Activity:
Copy each line of the entries that contains the word "absolute".

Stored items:
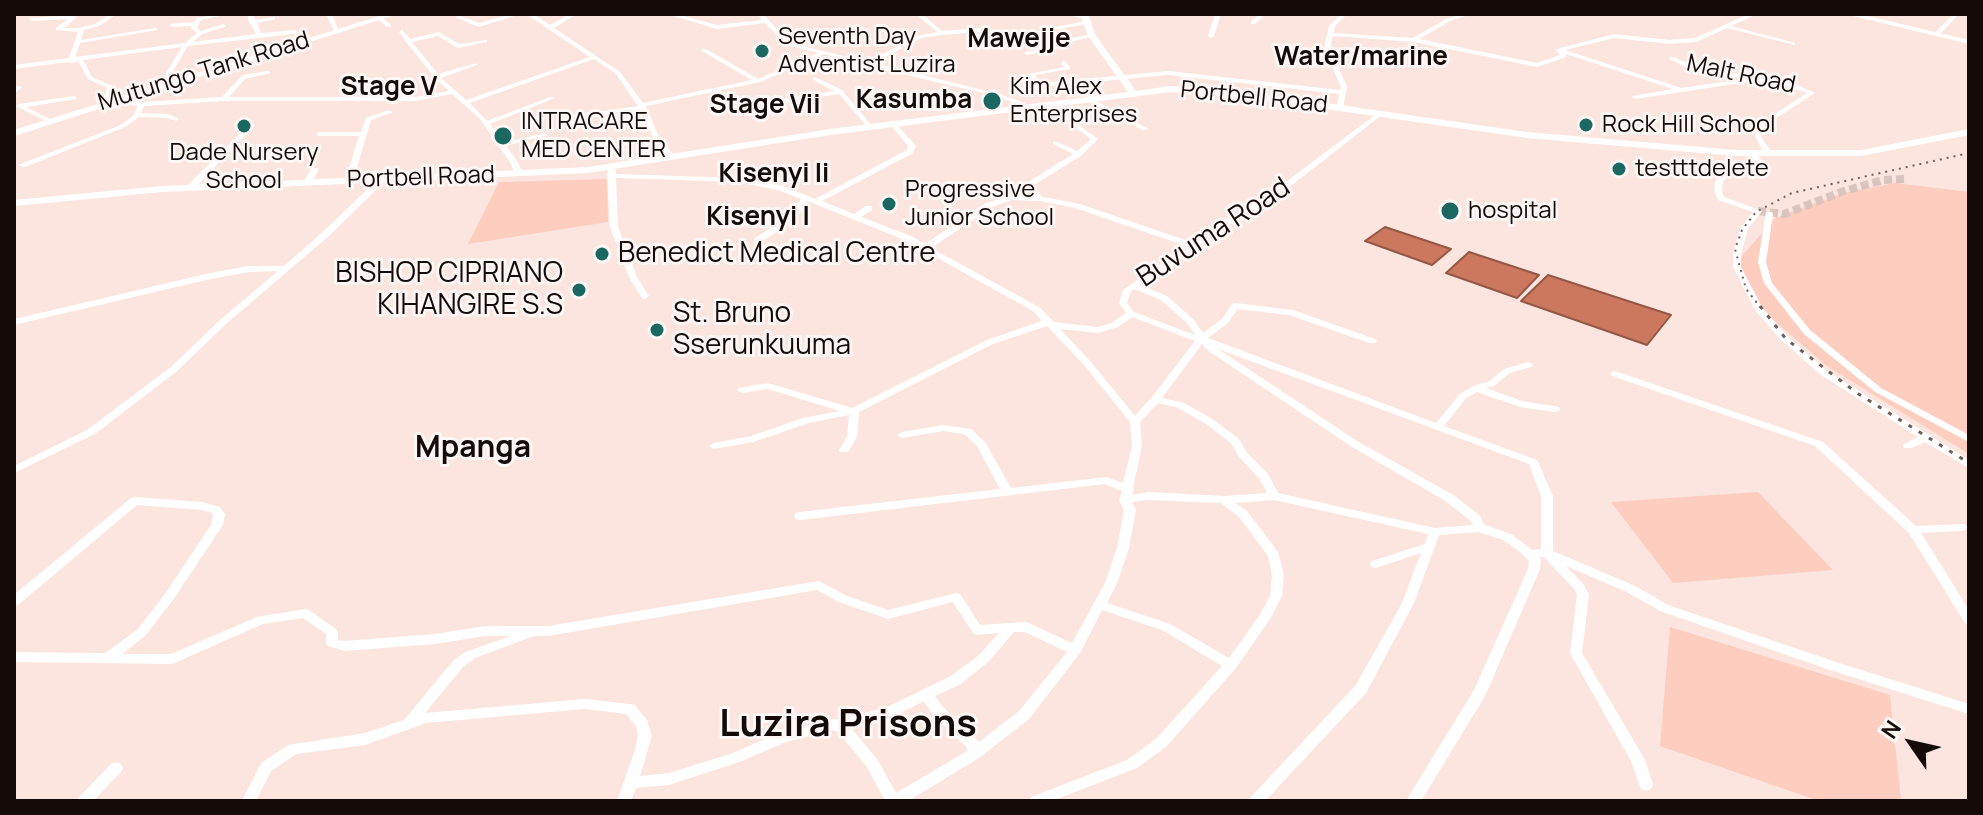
<!DOCTYPE html>
<style>
body{margin:0}
#map{position:relative;width:1983px;height:815px;overflow:hidden;background:#fce5de;font-family:Manrope,sans-serif}
canvas{display:block}
.frame{position:absolute;inset:0;border:16px solid #140b09;pointer-events:none}
.north{position:absolute;left:1871px;top:703px;width:80px;height:80px;-webkit-text-stroke:6px #fcf6f4;paint-order:stroke;rotate:304deg;font-size:22px;font-weight:700;line-height:32px;text-align:center;color:#140b09}
.north::after{content:'';display:block;margin:auto;width:28px;height:36px;background:#140b09;clip-path:polygon(50% 0,100% 100%,50% 72%,0 100%)}
</style>
<div id="map">
<canvas width="1983" height="815"></canvas>
<div class="frame"></div>
<div class="north">N</div>
</div>
<script>
const ctx = document.querySelector('canvas').getContext('2d');
ctx.lineJoin = 'round';
function fillPath(path, color) {
  ctx.fillStyle = color;
  ctx.fill(path, 'evenodd');
}
function shape(rows) {
  const path = new Path2D();
  for (const r of rows) {
    path.moveTo(r[0], r[1]);
    for (let i = 2; i < r.length; i += 2) path.lineTo(r[i], r[i + 1]);
  }
  return path;
}
function trace(path, color, width, dash) {
  ctx.strokeStyle = color;
  ctx.lineWidth = width;
  ctx.lineCap = dash ? 'butt' : 'round';
  ctx.setLineDash(dash || []);
  ctx.stroke(path);
}
function write(font, color, halo, rows, align = 'center') {
  ctx.font = font + ' Manrope,sans-serif';
  ctx.lineWidth = 6;
  ctx.setLineDash([]);
  ctx.textBaseline = 'middle';
  ctx.strokeStyle = halo;
  ctx.fillStyle = color;
  for (const [text, x, y, turn = 0] of rows) {
    ctx.save();
    ctx.translate(x, y);
    ctx.rotate((+turn || 0) * Math.PI / 180);
    ctx.textAlign = isNaN(turn) ? turn : align;
    if (halo) ctx.strokeText(text, 0, 0);
    ctx.fillText(text, 0, 0);
    ctx.restore();
  }
}
fillPath(shape([
 [607,179,608,222,468,244,499,182],
 [1895,183,1969,192,1969,454,1827,366,1764,312,1736,263,1775,218,1843,193],
 [1758,492,1833,570,1673,583,1611,502],
 [1670,627,1890,695,1901,801,1819,801,1660,746]
]), '#fdcdbf');
const water = shape([
 [1385,227,1451,249,1432,265,1365,241,1385,227],
 [1469,252,1539,275,1517,298,1446,273,1469,252],
 [1548,275,1671,315,1647,345,1521,301,1548,275]
]);
fillPath(water, '#cc785f');
trace(water, '#955745', 2);
trace(shape([
 [1758,211,1784,214,1844,191,1883,180,1905,179]
]), '#d9c4be', 8, [8, 4]);
fillPath(shape([
 [110,14,117,14,99,26,84,30,81,40,155,28,158,30,80,43,75,57,185,43,197,33,191,28,192,26,172,27,169,25,170,24,194,22,197,18,218,14,230,14,201,20,197,28,201,31,223,24,226,26,225,27,202,34,193,42,256,34,249,22,247,14,253,14,255,20,275,17,275,19,257,23,261,33,295,30,310,40,305,41,294,34,188,46,164,86,161,88,158,86,182,47,83,60,92,77,115,87,107,103,104,105,101,103,108,88,88,79,78,61,71,63,68,62,14,69,14,65,69,58,78,32,56,30,56,28,68,19,32,21,29,19,30,18,74,15,76,16,76,18,64,28,78,28,95,24,110,14],
 [330,14,333,16,339,32,334,31,327,16,330,14],
 [512,14,521,14,479,27,455,17,460,16,479,23,512,14],
 [526,14,533,14,550,25,570,14,577,14,554,28,620,72,643,103,752,80,702,51,702,49,706,49,758,79,818,53,786,45,765,23,717,29,667,14,676,14,717,25,762,20,757,14,763,14,790,43,868,62,917,36,937,32,916,14,922,14,942,31,980,28,1030,35,1050,28,1086,21,1088,22,1088,24,1053,30,1037,37,1053,42,1092,34,1095,36,1057,45,1059,47,1054,50,1027,55,1024,53,1025,52,1052,47,1030,39,980,32,941,35,921,38,874,63,995,93,1020,101,1025,107,1022,109,1016,103,991,95,869,66,866,67,863,64,824,54,760,82,646,106,658,135,676,158,672,160,669,160,652,135,641,109,569,119,568,118,571,116,638,106,616,74,594,59,470,103,487,121,550,97,555,98,490,124,504,143,545,133,548,135,506,146,518,162,523,174,519,176,516,176,510,162,480,119,452,94,415,101,224,101,144,106,141,113,168,114,179,119,176,121,167,118,139,117,125,127,25,167,18,165,121,125,133,116,138,106,115,103,112,101,113,100,142,102,222,97,243,75,268,71,271,73,245,79,229,97,371,97,377,92,378,79,381,77,384,79,383,93,378,97,415,97,449,91,435,78,407,43,405,42,405,40,399,32,402,30,410,39,439,32,459,44,487,40,487,42,458,48,438,36,412,42,438,74,477,63,477,65,441,78,466,100,590,57,526,14],
 [1065,14,1077,14,1088,17,1085,19,1065,14],
 [1215,14,1221,14,1214,36,1211,38,1208,36,1215,14],
 [1260,14,1266,14,1255,24,1251,24,1251,22,1260,14],
 [1341,14,1347,14,1335,26,1333,33,1413,38,1446,19,1463,14,1472,14,1450,21,1419,39,1537,63,1560,55,1556,50,1557,49,1614,34,1669,40,1695,38,1749,14,1757,14,1731,26,1795,43,1795,45,1727,28,1696,42,1669,44,1614,38,1565,50,1681,88,1744,79,1687,68,1670,59,1670,57,1674,57,1691,65,1797,85,1815,93,1764,126,1761,137,1773,154,1769,156,1766,156,1755,137,1758,125,1807,93,1795,89,1754,81,1635,99,1632,97,1633,96,1673,89,1566,54,1566,57,1537,67,1414,42,1333,36,1331,43,1332,53,1347,87,1343,107,1340,109,1337,107,1339,94,1168,75,1039,87,1037,86,1028,74,1064,67,1061,63,1064,61,1070,67,1070,69,1035,75,1041,83,1168,71,1340,90,1341,87,1326,53,1325,43,1329,26,1341,14],
 [1953,14,1959,14,1939,35,1935,35,1935,33,1953,14],
 [378,17,382,17,391,25,391,27,387,27,378,19,378,17],
 [815,77,842,90,872,126,872,128,868,128,839,94,769,105,766,103,769,101,834,91,813,80,813,78,815,77],
 [17,86,22,87,14,94,14,88,17,86],
 [74,96,76,97,76,99,26,107,52,120,53,121,50,123,16,106,19,104,74,96],
 [1089,97,1147,128,1148,129,1143,130,1087,100,1086,99,1089,97],
 [1047,102,1098,139,1081,156,1032,186,1043,197,1080,204,1191,242,1214,226,1263,199,1379,112,1383,112,1383,114,1269,203,1220,230,1139,285,1167,296,1193,319,1203,333,1222,319,1232,304,1235,303,1293,310,1375,339,1377,341,1375,343,1369,343,1289,315,1237,309,1228,323,1208,338,1436,423,1460,394,1475,385,1488,382,1504,369,1528,362,1531,363,1533,365,1531,367,1510,373,1494,386,1486,388,1522,401,1559,407,1560,409,1559,411,1555,412,1520,407,1477,392,1466,398,1444,426,1537,460,1553,496,1553,551,1635,586,1668,605,1839,663,1969,704,1969,714,1830,670,1660,611,1627,592,1566,566,1584,585,1589,595,1582,653,1645,760,1653,785,1651,789,1646,791,1641,789,1631,761,1570,653,1577,595,1575,590,1544,557,1539,557,1541,560,1540,569,1485,696,1421,801,1406,801,1474,690,1528,569,1529,561,1518,550,1503,540,1479,532,1439,535,1414,603,1366,693,1265,801,1249,801,1251,797,1356,685,1402,603,1421,553,1376,568,1372,567,1370,564,1372,561,1425,544,1428,534,1274,500,1235,503,1247,511,1278,552,1284,576,1282,596,1270,619,1236,668,1167,746,1137,768,1052,801,1029,801,1031,797,1127,760,1157,738,1222,666,1162,630,1102,610,1080,653,1029,719,979,758,908,801,885,801,867,767,839,733,833,730,786,742,742,761,669,785,636,788,631,801,617,801,635,750,638,736,636,726,626,714,585,709,426,723,365,745,296,754,271,771,256,801,242,801,261,763,288,745,365,733,404,720,453,661,465,652,511,636,485,636,435,644,345,651,328,646,326,643,326,634,303,618,263,624,172,664,14,662,14,652,105,653,137,630,165,594,211,525,213,514,212,513,202,510,137,505,18,605,14,606,14,595,131,498,135,497,202,502,220,507,225,514,223,525,173,600,145,636,122,654,171,654,257,617,305,609,309,610,336,629,338,632,338,640,345,641,435,634,485,626,548,626,819,581,847,596,888,610,956,593,960,594,980,625,1026,622,1072,643,1105,583,1117,548,1124,510,1119,500,1122,491,1105,484,800,520,796,519,794,516,796,513,800,512,1000,489,977,446,964,434,943,431,902,438,897,435,902,432,943,425,971,429,985,442,1011,488,1106,477,1123,483,1132,446,1130,422,1084,365,1047,326,993,344,859,412,857,437,848,452,840,452,839,450,847,437,849,415,809,423,753,442,714,449,709,446,714,443,751,436,803,418,840,411,768,389,742,393,737,390,739,388,768,383,852,408,987,340,1042,321,1033,311,905,240,807,201,796,219,760,243,754,243,754,239,790,215,801,199,778,190,737,182,616,178,618,227,637,277,649,296,645,299,642,298,629,277,610,227,607,176,608,170,612,168,616,170,616,174,737,178,783,186,815,199,907,150,908,146,890,124,893,122,895,123,916,146,913,153,822,201,854,214,866,206,872,206,872,210,861,217,911,236,925,244,986,203,1011,196,1034,196,1024,186,1025,184,1073,154,1053,144,1053,142,1057,142,1077,151,1091,139,1045,105,1044,104,1047,102],
 [1012,200,1040,201,1075,208,1186,246,1123,290,1119,303,1126,313,1112,323,1098,327,1054,322,1039,307,931,248,992,207,1012,200],
 [1134,289,1161,300,1187,323,1195,335,1134,312,1127,303,1130,293,1134,289],
 [1132,317,1195,341,1152,397,1135,416,1090,361,1060,329,1098,333,1118,327,1132,317],
 [1202,344,1207,350,1349,445,1447,502,1471,521,1473,525,1435,528,1278,493,1268,474,1247,453,1239,439,1214,420,1184,403,1162,398,1202,344],
 [1218,349,1529,464,1541,496,1541,549,1532,550,1511,534,1485,525,1480,516,1455,496,1357,441,1218,349],
 [1158,403,1176,407,1206,424,1231,443,1239,457,1259,478,1267,493,1224,496,1148,492,1132,495,1134,490,1133,488,1142,446,1140,422,1158,403],
 [1148,500,1221,503,1239,517,1268,556,1272,576,1270,596,1259,616,1229,658,1170,624,1107,603,1117,583,1129,548,1136,510,1132,502,1148,500],
 [817,590,839,602,888,619,953,602,973,633,977,635,999,633,979,655,951,676,887,707,839,720,834,719,783,731,733,753,669,773,640,776,652,736,647,720,635,705,630,704,585,699,425,713,463,667,475,658,534,636,548,636,817,590],
 [1014,632,1025,632,1067,652,1019,711,979,742,943,707,935,696,961,684,989,661,1014,632],
 [924,701,933,715,966,746,967,751,896,793,877,759,851,728,896,715,924,701],
 [389,110,392,112,391,113,371,120,353,181,349,183,346,183,345,181,359,136,319,136,316,134,319,132,361,132,366,118,389,110],
 [252,123,255,125,254,126,193,190,187,190,187,186,250,124,252,123],
 [1749,151,1755,151,1765,166,1764,168,1727,177,1723,182,1722,191,1724,197,1762,211,1748,229,1741,254,1741,267,1762,307,1786,335,1827,371,1969,460,1969,468,1925,442,1912,448,1904,448,1903,446,1904,444,1918,437,1821,375,1780,339,1755,310,1733,267,1733,254,1740,229,1753,212,1718,200,1714,191,1715,182,1721,173,1757,165,1748,153,1749,151],
 [312,167,319,169,311,184,305,184,304,182,312,167],
 [379,178,382,178,386,180,331,234,226,324,177,371,95,434,14,473,14,466,87,430,171,367,220,320,278,271,248,272,206,280,14,325,14,319,206,274,248,266,284,266,325,230,379,178],
 [1766,212,1772,212,1773,214,1766,262,1772,283,1810,330,1881,388,1969,435,1969,442,1875,392,1804,334,1764,283,1758,262,1766,212],
 [1615,371,1823,442,1916,526,1965,524,1967,527,1965,530,1961,531,1921,533,1969,610,1969,625,1965,623,1909,533,1815,446,1612,376,1610,374,1612,372,1615,371],
 [116,762,121,764,123,768,121,772,93,801,77,801,79,797,111,764,116,762]
]), '#fff');
fillPath(shape([
 [386,14,398,14,14,136,14,130,386,14],
 [1080,14,1088,14,1096,36,1136,91,1171,86,1242,91,1527,132,1736,150,1861,150,1969,129,1969,135,1861,156,1736,156,1527,138,1242,97,1171,92,830,135,588,173,163,192,14,206,14,200,163,186,588,167,830,129,1128,92,1088,36,1080,14],
 [1845,14,1859,14,1969,40,1969,44,1845,14]
]), '#fff');
trace(shape([
 [1761,308,1746,289,1735,249,1742,230,1756,212,1792,193,1969,153]
]), '#6e605c', 2, [2, 5]);
trace(shape([
 [1760,306,1786,339,1857,393,1969,463]
]), '#6e605c', 3, [4, 8]);
for (const [x, y, r, color] of [
 [762,51,8,"#1b6761"],
 [992,101,10,"#1b6761"],
 [1586,125,8,"#1b6761"],
 [244,126,8,"#1b6761"],
 [503,136,10,"#1b6761"],
 [1619,169,8,"#1b6761"],
 [889,204,8,"#1b6761"],
 [1450,211,10,"#1b6761"],
 [602,254,8,"#1b6761"],
 [579,290,8,"#1b6761"],
 [657,330,8,"#1b6761"]
]) {
  const dot = new Path2D();
  dot.arc(x, y, r, 0, 2 * Math.PI);
  ctx.fillStyle = color;
  ctx.fill(dot);
  trace(dot, '#fcf6f4', 3);
}
write('24px', '#140b09', '#fcf6f4', [
 ["Seventh Day",778,37],
 ["Adventist Luzira",778,65],
 ["Kim Alex",1010,87],
 ["Enterprises",1010,115],
 ["INTRACARE",521,122],
 ["MED CENTER",521,150],
 ["Rock Hill School",1602,125],
 ["Dade Nursery",244,153,"center"],
 ["School",244,181,"center"],
 ["testttdelete",1635,169],
 ["Progressive",905,190],
 ["Junior School",905,218],
 ["hospital",1468,211]
], 'left');
write('24px', '#140b09', '#fcf6f4', [
 ["Mutungo Tank Road",204,72,-17],
 ["Malt Road",1741,75,12],
 ["Portbell Road",1254,98,6],
 ["Portbell Road",421,178,-2]
]);
write('bold 26px', '#140b09', '#fcf6f4', [
 ["Mawejje",1019,40],
 ["Water/marine",1361,58],
 ["Stage V",389,88],
 ["Kasumba",914,101],
 ["Stage Vii",765,106],
 ["Kisenyi Ii",774,175],
 ["Kisenyi I",758,218]
]);
write('28px', '#140b09', '#fcf6f4', [
 ["Buvuma Road",1214,233,-33]
]);
write('28px', '#140b09', '#fcf6f4', [
 ["Benedict Medical Centre",618,254],
 ["BISHOP CIPRIANO",563,274,"right"],
 ["KIHANGIRE S.S",563,306,"right"],
 ["St. Bruno",673,314],
 ["Sserunkuuma",673,346]
], 'left');
write('bold 30px', '#140b09', '#fcf6f4', [
 ["Mpanga",473,449]
]);
write('bold 38px', '#140b09', '#fcf6f4', [
 ["Luzira Prisons",848,725]
]);
</script>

Solution to the exercise:
.frame{position:absolute;inset:0;border:16px solid #140b09;pointer-events:none}
.north{position:absolute;left:1871px;top:703px;width:80px;height:80px;-webkit-text-stroke:6px #fcf6f4;paint-order:stroke;rotate:304deg;font-size:22px;font-weight:700;line-height:32px;text-align:center;color:#140b09}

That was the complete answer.